# WORK TO BE COMPLETED
For the entries that follow, set down each one exactly and drop any pictures.

# DATA FOR THE TASK
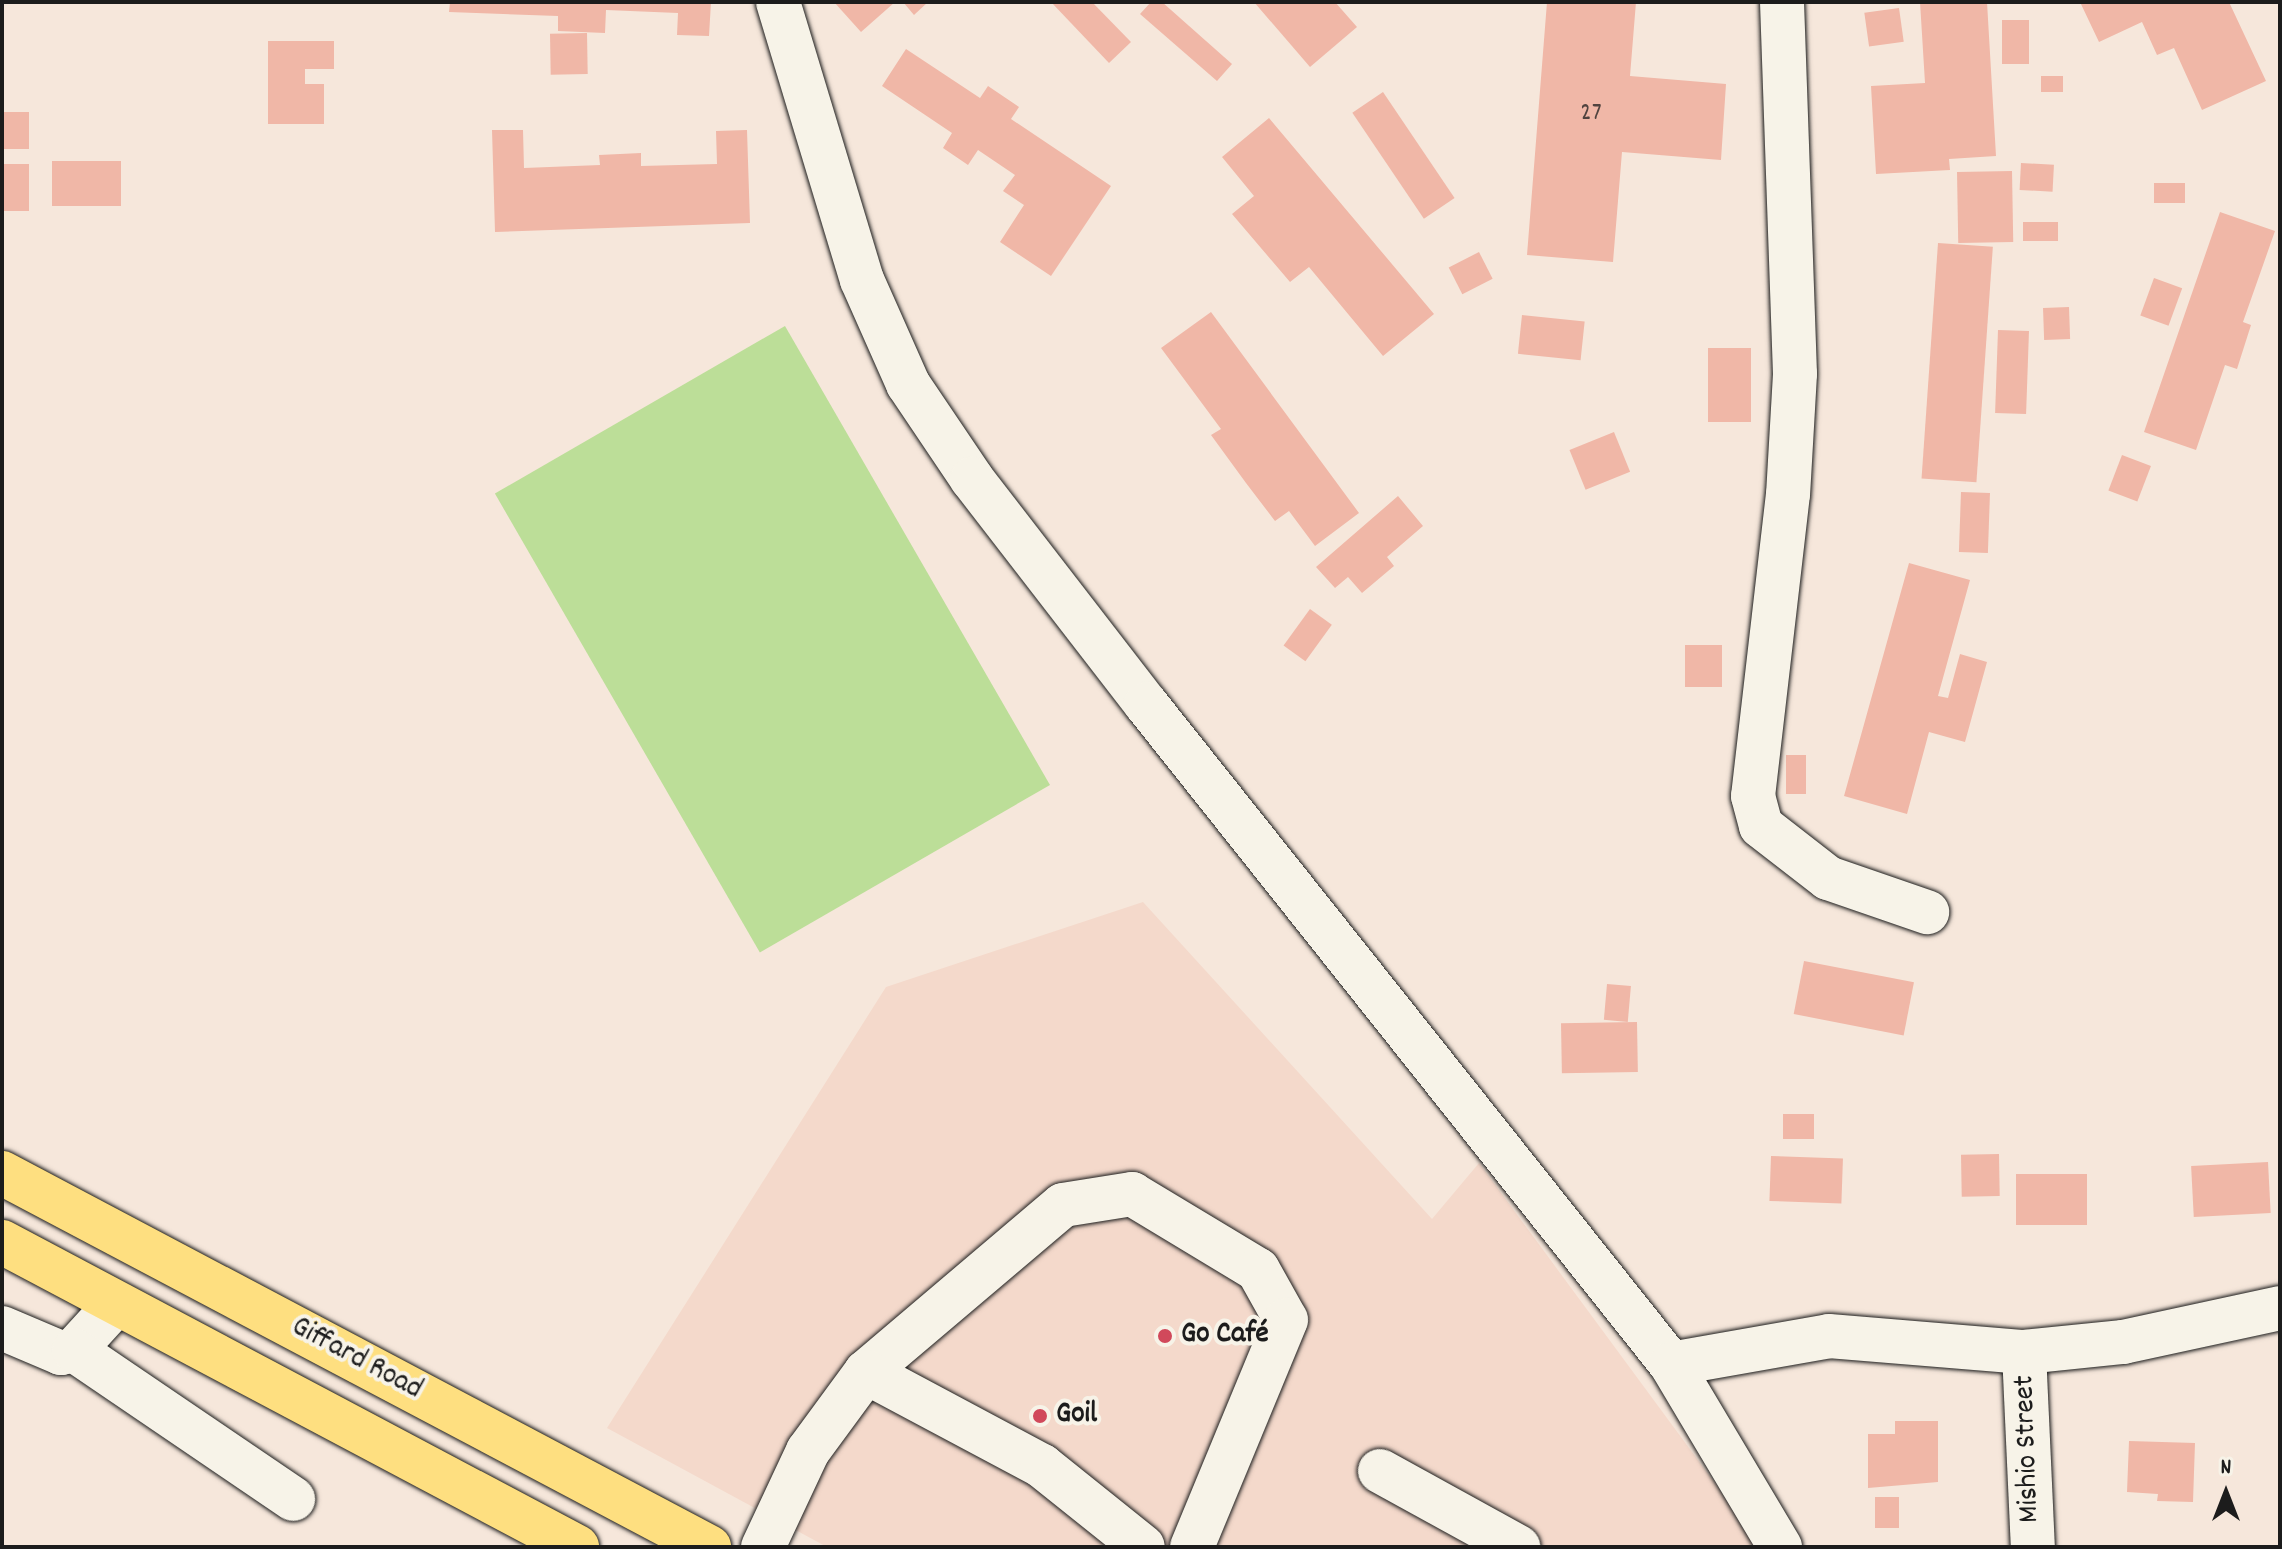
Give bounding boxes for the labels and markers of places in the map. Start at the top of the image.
place label: Go Café [1181,1318,1269,1354]
marker: Go Café [1156,1327,1174,1345]
place label: Goil [1056,1398,1097,1434]
marker: Goil [1031,1407,1049,1425]

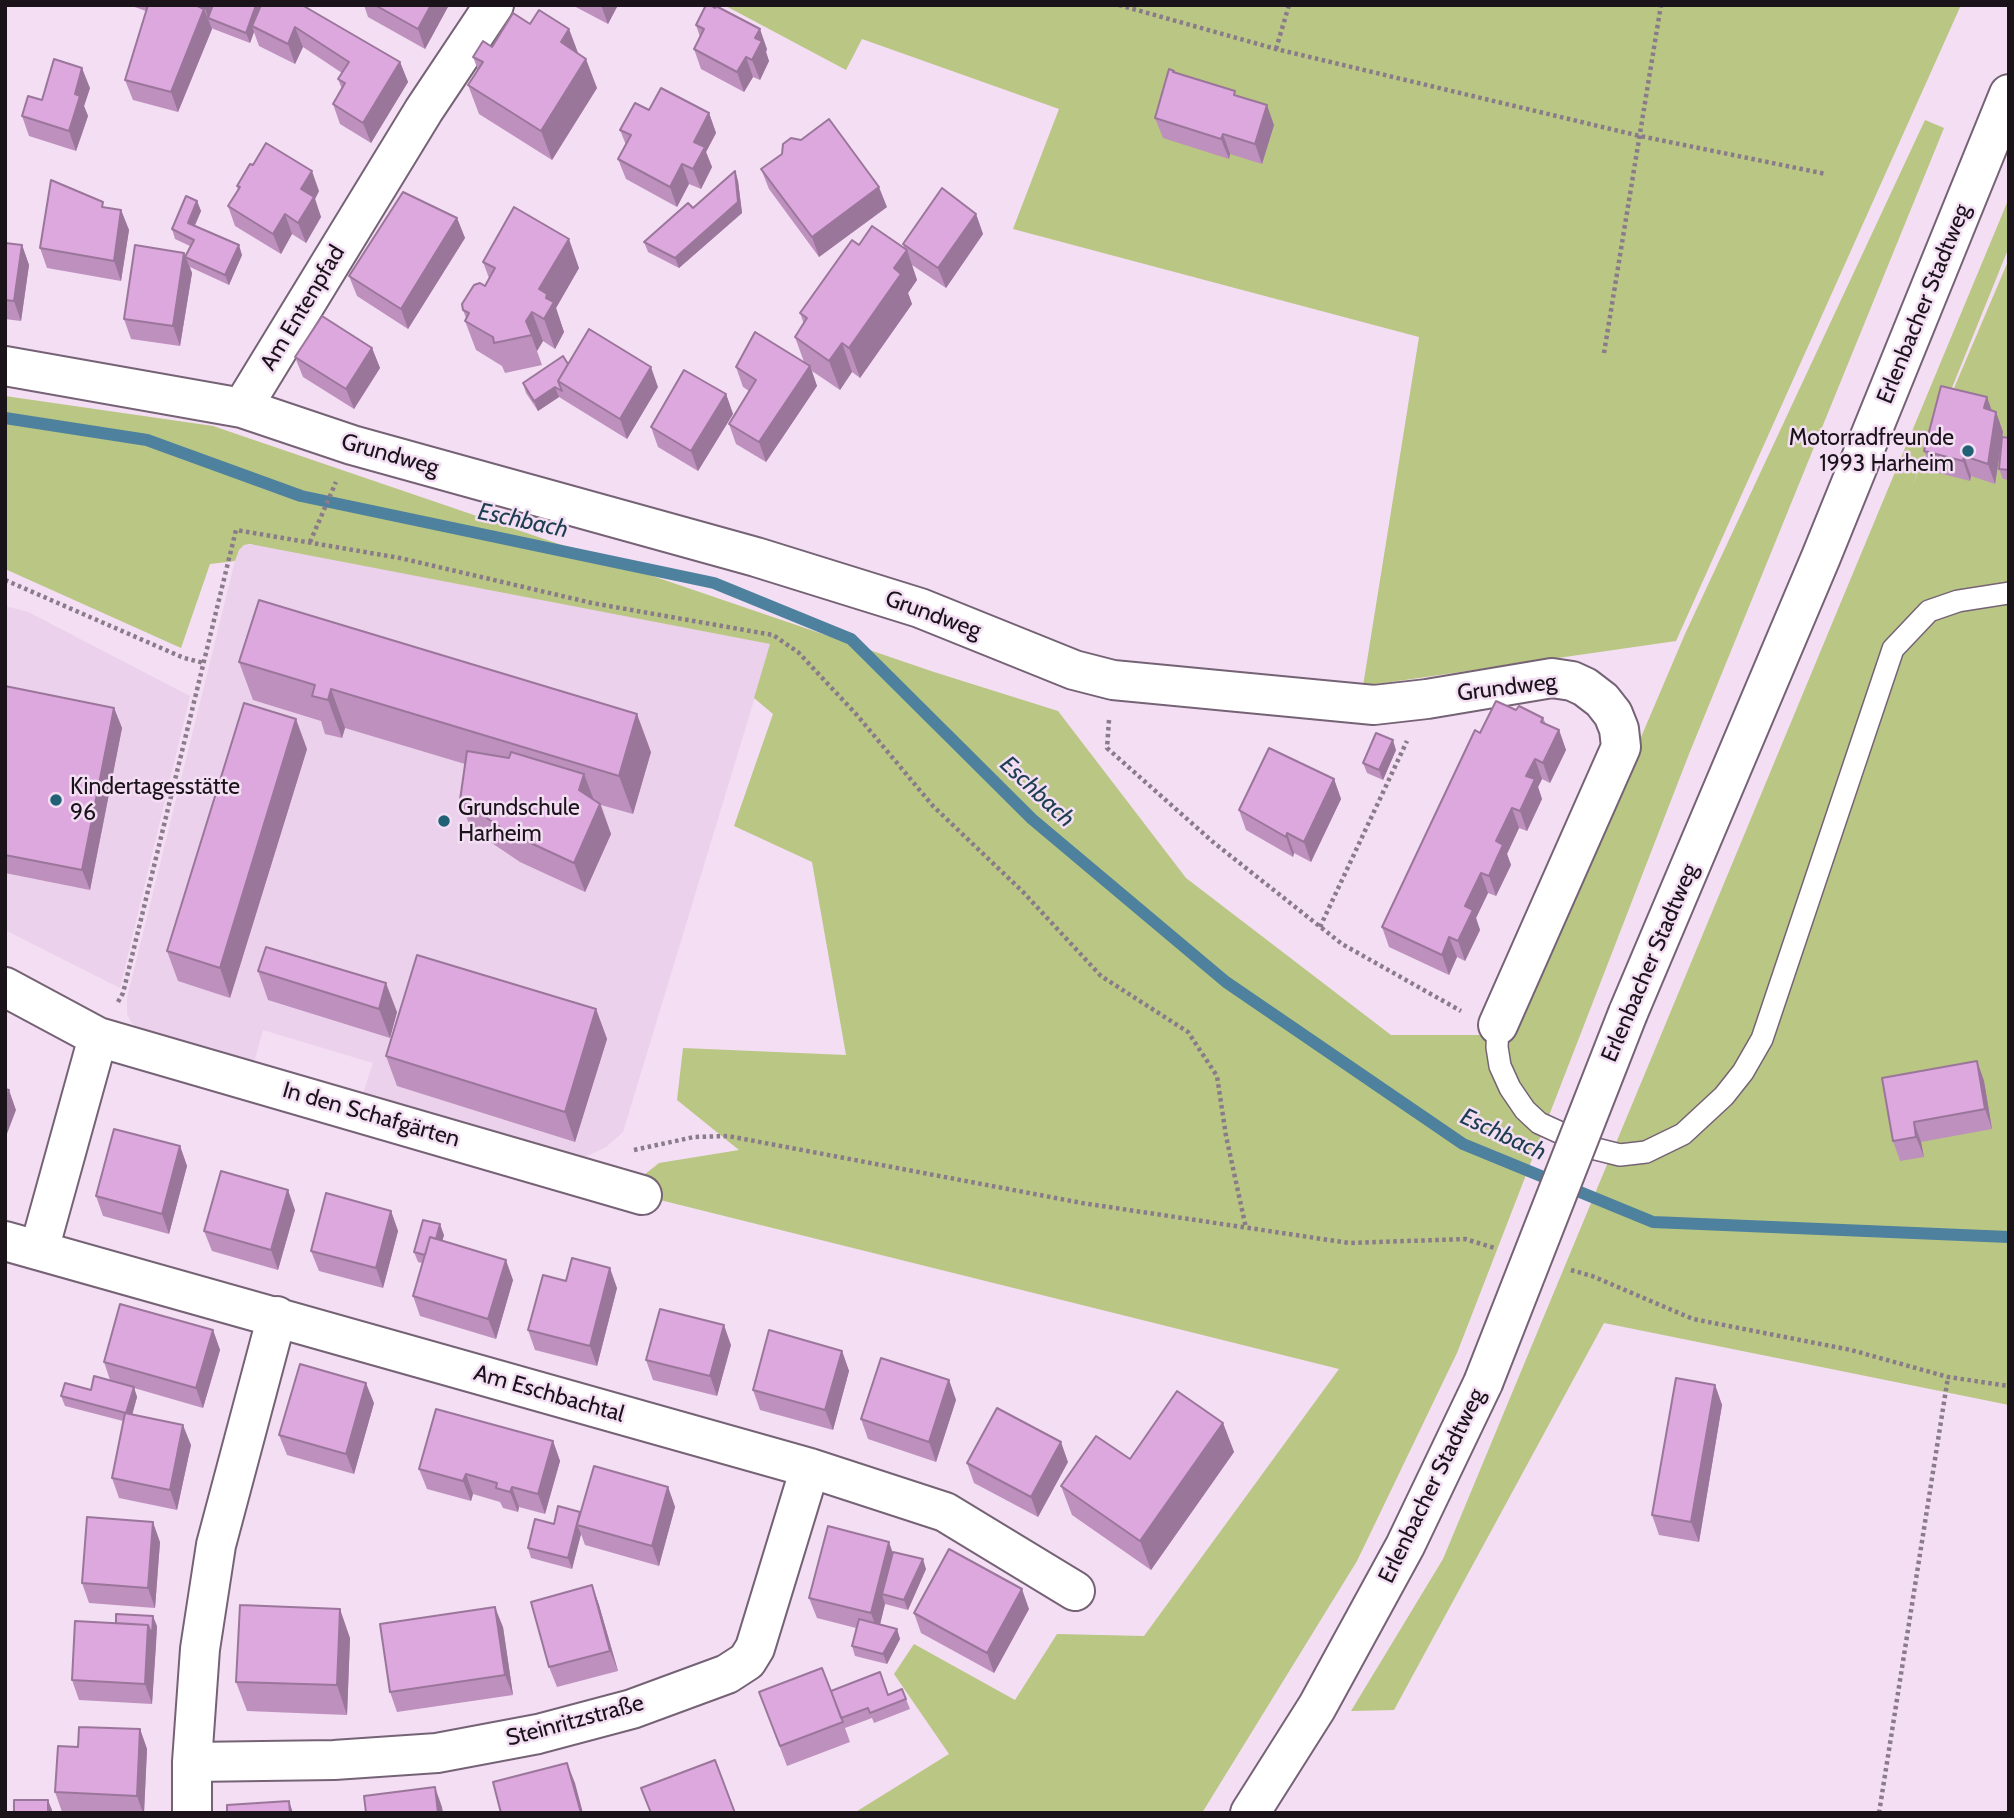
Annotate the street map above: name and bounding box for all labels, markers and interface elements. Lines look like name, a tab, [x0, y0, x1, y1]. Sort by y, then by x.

# TASK RESPONSE
Give bounding boxes for the labels and markers of places in the map. Start at the top of the image.
place label: Go Café [1181,1318,1269,1354]
marker: Go Café [1156,1327,1174,1345]
place label: Goil [1056,1398,1097,1434]
marker: Goil [1031,1407,1049,1425]

Annotate the street map above: name and bounding box for all labels, markers and interface elements. Lines look like name, a tab, [x0, y0, x1, y1]. Sort by y, then by x.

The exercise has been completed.